QUESTION: Hello, I will try to make this quick but there are quite a few details I must inform you of so you can give me your best judgement so bear with me.

There is a guy at work, only been there about 2 months. 1 month ago, we noticed each other, and out of the blue locked eyes and seemed to have this sudden connection or attraction if you will. Within the hour he had gotten my number, by saying, "no one ever texts me, you should text me something interesting."

That night it quickly became sexual, he was very avid in responding to all my texts and made it clear he wanted sex, then told me that it needed to happen fast. He seemed very eager. For the next few days this constant sexual flirting went back and forth over text. Then, I brought up that there were rumors about him and 2 other girls at work, that they'd hooked up. I just wanted to know if they were true so I knew what I was getting into . He said they were not true then suddenly changed his eagerness to sleep with me. For the past month he has constantly made it clear he is worried about people at work finding out or even thinking there is anything between us, and this has made him completely halt in any sexual rendevouz with me. He is constantly giving signs he likes me, is constantly flirting, making sexual comments and innuendos, telling me how good he is in bed as if I will experience it. He always smiles as me, and there have even been a couple of times he has said he wants to have sex but for whatever reason I was not available at that time. Once I invited him to come by and I did give him head. Since then, he has attempted to hook up 2 more times and I was unable.

Recently, he made it so I was able to wait for my ride from work in his truck with him while all other employees left. I did not attack him like I wanted to but instead gave him a little feel up and then left to catch my ride, hoping this tease would work in my favor and make him want me more.

He still constantly shows signs of attraction like smiling as me, constantly looking at me, flirting, making sexual comments, grabbing my hand saying he wants to me to feel a lump he is worried about and it turns out being his muscle...things of that nature that make me feel he still wants me. However, when I come onto him in a sexual manner, although he seems to enjoy every minute of it, he does not accept any offers for sex that I give. Just when I think I've turned him on and he will want sex, he does not. Instead he tells me to just be patient, that I need to just be me and makes jokes that I need to earn such a wonderful thing as his sex by just being patient and waiting until he says so.

All these seemingly mixed signals and the feeling I am being strung along are wearing me thin. Should I just do as he says and be patient? Is he telling me to lay off and let him be in charge?

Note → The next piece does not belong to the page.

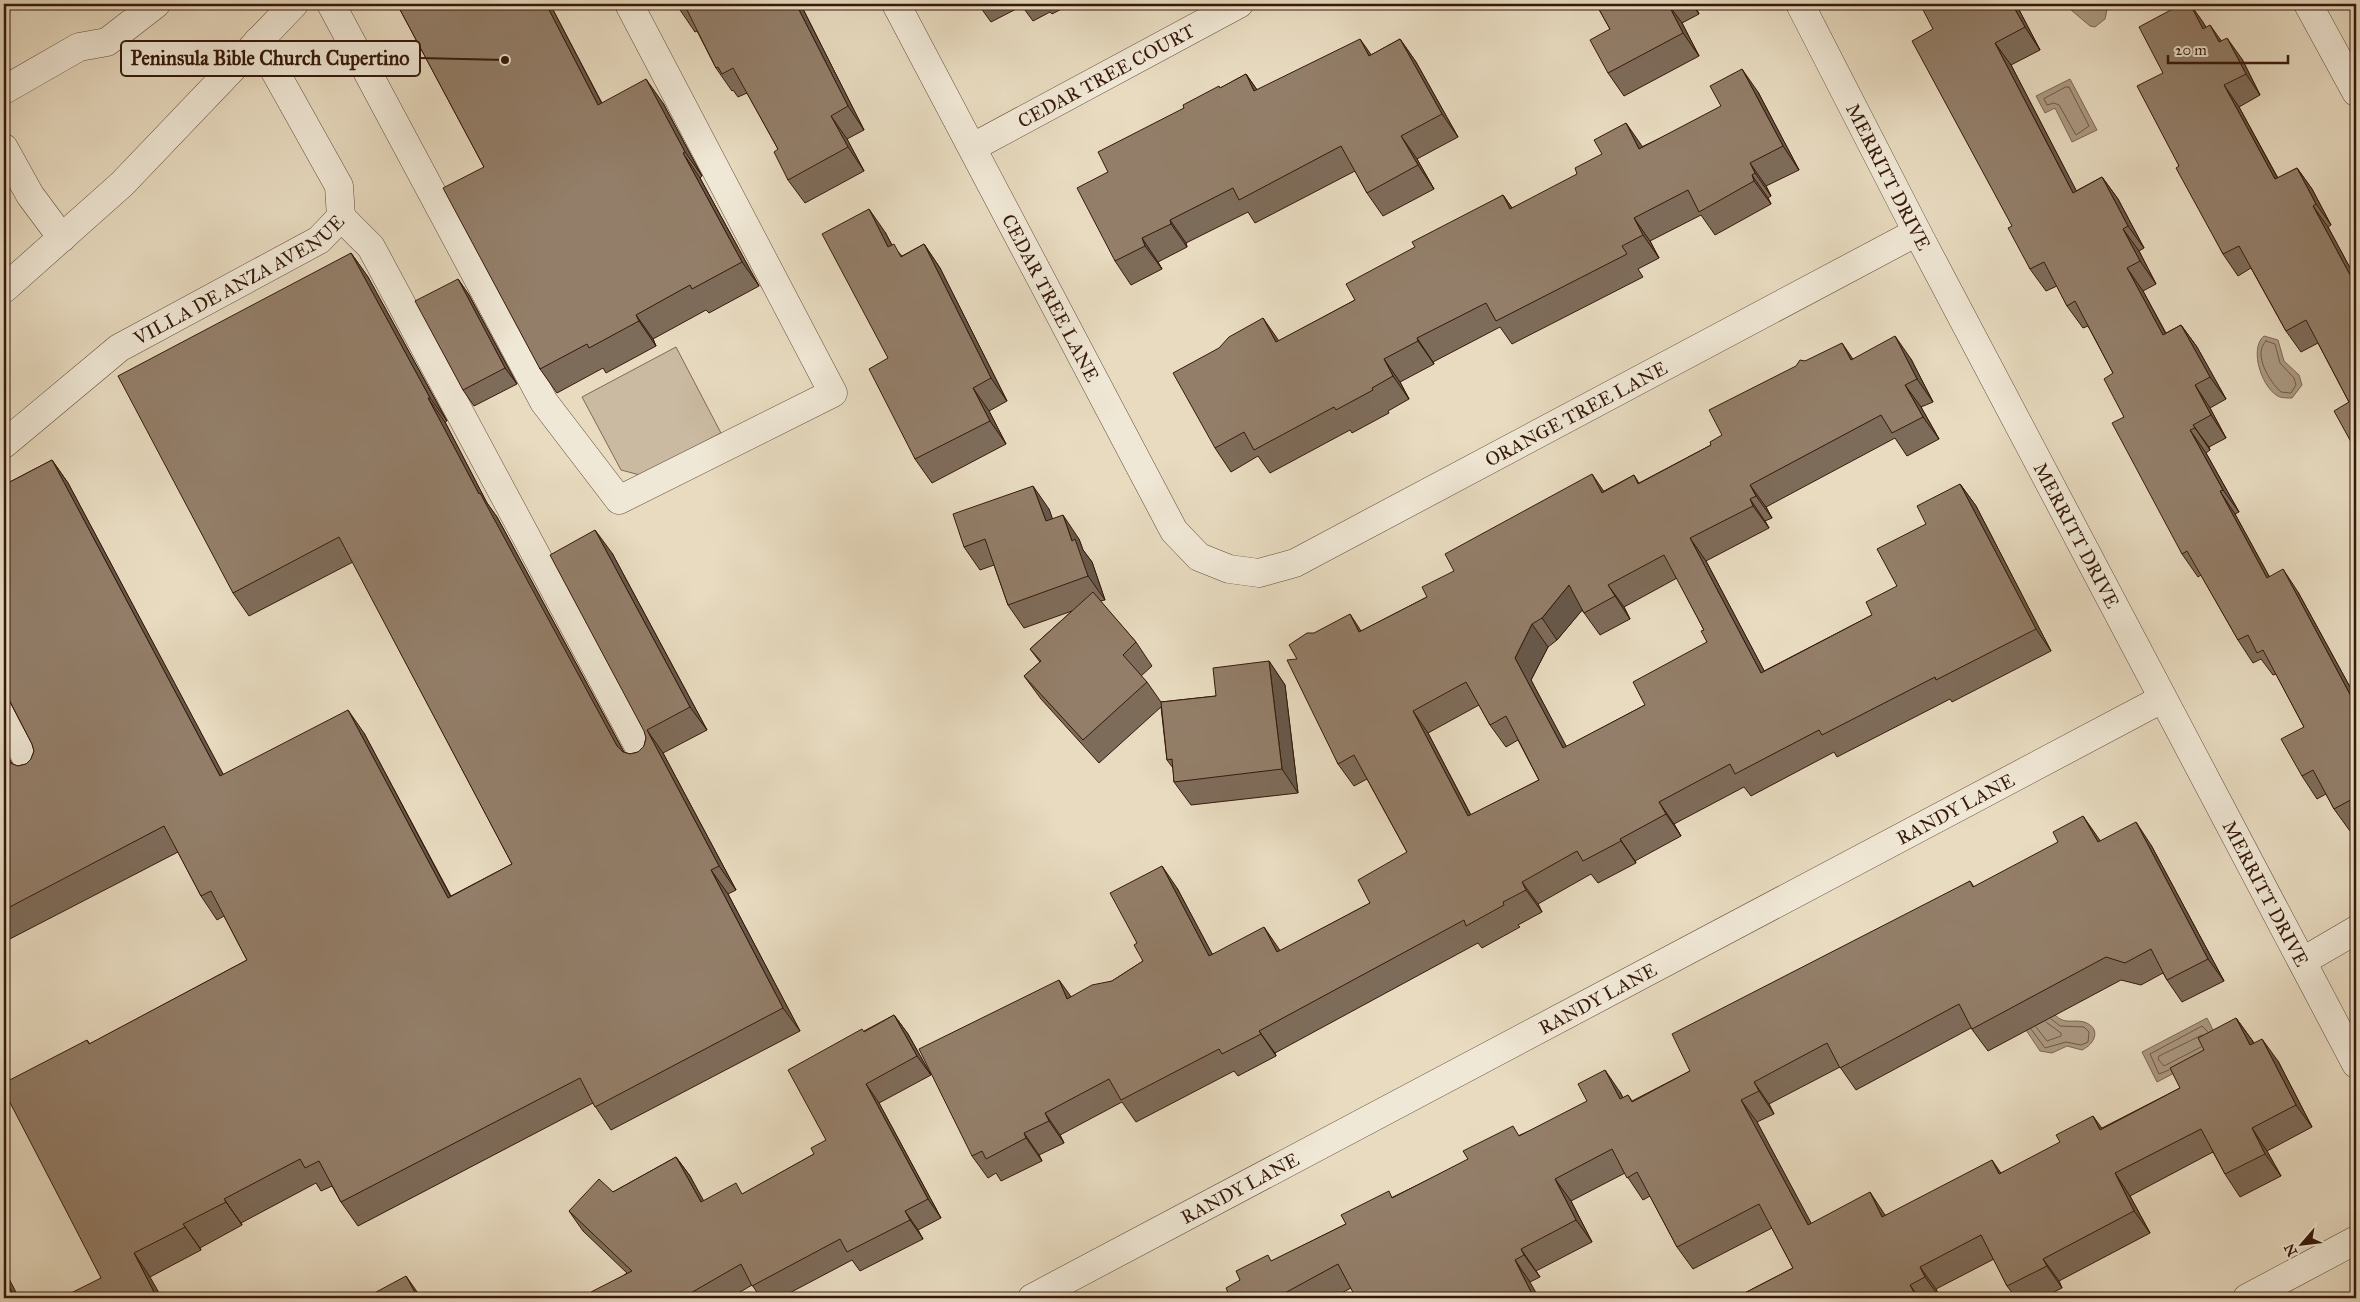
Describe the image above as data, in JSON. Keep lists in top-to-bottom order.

Should I play hard to get or totally stop flirting altogether? Is he playing me and not interested at all?

Please give me some insight on what this guy is all about and what I should do next. Thanks so much, I hope you can help.

ANSWER: Hi Adena!

Sorry for the late response and thanks for being patient.

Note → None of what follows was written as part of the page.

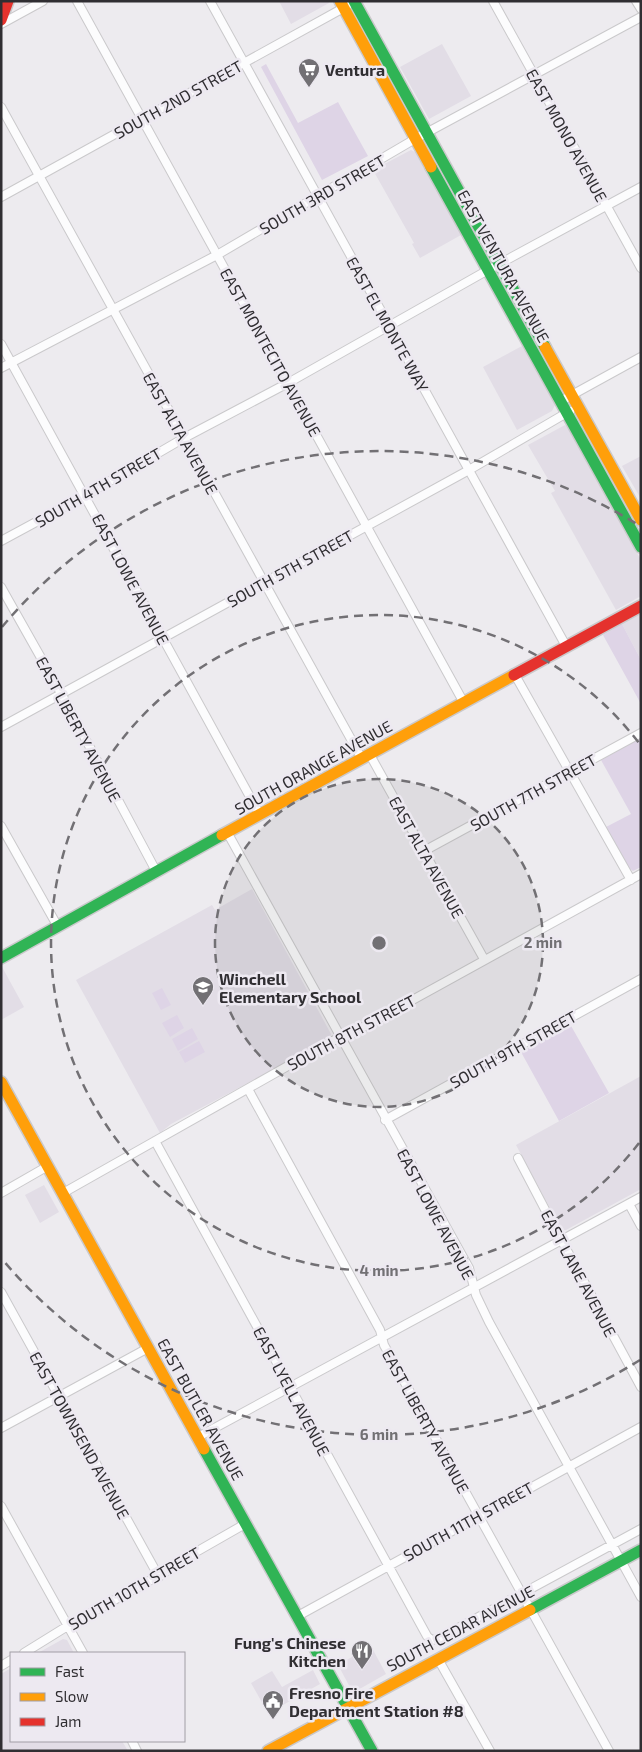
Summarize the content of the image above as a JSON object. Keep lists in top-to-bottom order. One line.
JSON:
{"streets":{"main road":["EAST VENTURA AVENUE","SOUTH ORANGE AVENUE","EAST BUTLER AVENUE","SOUTH CEDAR AVENUE"],"street":["SOUTH 2ND STREET","EAST MONO AVENUE","SOUTH 3RD STREET","EAST EL MONTE WAY","EAST MONTECITO AVENUE","EAST ALTA AVENUE","SOUTH 4TH STREET","SOUTH 5TH STREET","EAST LOWE AVENUE","EAST LIBERTY AVENUE","SOUTH 7TH STREET","SOUTH 8TH STREET","SOUTH 9TH STREET","EAST LANE AVENUE","EAST LYELL AVENUE","EAST TOWNSEND AVENUE","SOUTH 11TH STREET","SOUTH 10TH STREET"]},"crossings":[["SOUTH 2ND STREET","EAST VENTURA AVENUE"],["SOUTH 2ND STREET","EAST EL MONTE WAY"],["SOUTH 2ND STREET","EAST MONTECITO AVENUE"],["SOUTH 2ND STREET","EAST ALTA AVENUE"],["EAST MONO AVENUE","SOUTH 3RD STREET"],["EAST MONO AVENUE","SOUTH 4TH STREET"],["SOUTH 3RD STREET","EAST VENTURA AVENUE"],["SOUTH 3RD STREET","EAST EL MONTE WAY"],["SOUTH 3RD STREET","EAST MONTECITO AVENUE"],["SOUTH 3RD STREET","EAST ALTA AVENUE"],["SOUTH 3RD STREET","EAST LOWE AVENUE"],["EAST VENTURA AVENUE","SOUTH 4TH STREET"],["EAST VENTURA AVENUE","SOUTH 5TH STREET"],["EAST EL MONTE WAY","SOUTH 4TH STREET"],["EAST EL MONTE WAY","SOUTH 5TH STREET"],["EAST EL MONTE WAY","SOUTH ORANGE AVENUE"],["EAST MONTECITO AVENUE","SOUTH 4TH STREET"],["EAST MONTECITO AVENUE","SOUTH 5TH STREET"],["EAST MONTECITO AVENUE","SOUTH ORANGE AVENUE"],["EAST ALTA AVENUE","SOUTH 4TH STREET"],["EAST ALTA AVENUE","SOUTH 5TH STREET"],["EAST ALTA AVENUE","SOUTH ORANGE AVENUE"],["EAST ALTA AVENUE","SOUTH 7TH STREET"],["EAST ALTA AVENUE","SOUTH 8TH STREET"],["SOUTH 4TH STREET","EAST LOWE AVENUE"],["SOUTH 5TH STREET","EAST LOWE AVENUE"],["SOUTH 5TH STREET","EAST LIBERTY AVENUE"],["EAST LOWE AVENUE","SOUTH ORANGE AVENUE"],["EAST LOWE AVENUE","SOUTH 8TH STREET"],["EAST LOWE AVENUE","SOUTH 9TH STREET"],["EAST LOWE AVENUE","SOUTH 11TH STREET"],["EAST LOWE AVENUE","SOUTH CEDAR AVENUE"],["EAST LIBERTY AVENUE","SOUTH ORANGE AVENUE"],["EAST LIBERTY AVENUE","SOUTH 8TH STREET"],["EAST LIBERTY AVENUE","EAST LYELL AVENUE"],["EAST LIBERTY AVENUE","SOUTH 11TH STREET"],["EAST LIBERTY AVENUE","SOUTH CEDAR AVENUE"],["SOUTH 8TH STREET","EAST LYELL AVENUE"],["SOUTH 8TH STREET","EAST BUTLER AVENUE"],["EAST LYELL AVENUE","SOUTH 11TH STREET"],["EAST BUTLER AVENUE","SOUTH 11TH STREET"],["EAST BUTLER AVENUE","SOUTH 10TH STREET"],["EAST BUTLER AVENUE","SOUTH CEDAR AVENUE"],["EAST TOWNSEND AVENUE","SOUTH 10TH STREET"]],"places":{"supermarket":["Ventura"],"school or university":["Winchell Elementary School"],"restaurant":["Fung's Chinese Kitchen"],"public building":["Fresno Fire Department Station #8"]},"legend":["Fast","Slow","Jam"],"rings":["2 min","4 min","6 min"]}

Well, I don't know if condolences or congratulations are in order, but in any case, seems you've met a true player!  In that I mean you've met someone who seems to know his stuff.

There's not too much I can tell you, but I if nothing else, at least I can tell you this:

1. Part of his intention was to get you thinking about him, and he's obviously done that.  LOL
2. He's definitely interested in/attracted to you.  Guys like that who spend that much time and energy on a girl don't do it just for practice, they do it because they're interested.
3. He's interested in having sex with you.  Why or whether or not he wants anything beyond that I can't say, but I'm pretty doubtful.

The only other thing I can really say here is that, in a sense, you are asking the wrong questions: you are asking questions that he wants you to ask yourself.  You are basically trying to figure out what HE wants rather than what YOU want.  All your questions are basically implying you want him to approve of you, and you're willing to do whatever that is.  Are you really?  If so, that's fine, but then the answer is very simple: just do whatever he says.  Guys generally don't "test" women the way women generally test men; he's not looking to see that you'll "figure out" what he "really" wants; he just wants you to do what he says.  I think a more pertinent question that is more conducive to long-term happiness is: what do YOU want to do?  What is of higher value to you, getting this guy or being yourself?  Only you can answer that, though.

Your last quetion was an important one, but kind of fallacious: Why not both?  In my experience as a player and being around them, guys rarely chase after women they're not interested in.  The question is more how interested, and why?  The problem is, that takes time to answer: the more you get to know him the better you'll be able to assess that.

Anyway, sorry if it came across as harsh, but I hope that helped!  Take care, and good luck with whatever happens!


---------- FOLLOW-UP ----------

QUESTION: Thanks so much for your detailed response. I have further events to get your opinion on if you don't mind. I really would like to know how you think I should proceed. Should I just lay off the heavy flirting, sit back and be patient? Ignore him altogether unless he initiates contact?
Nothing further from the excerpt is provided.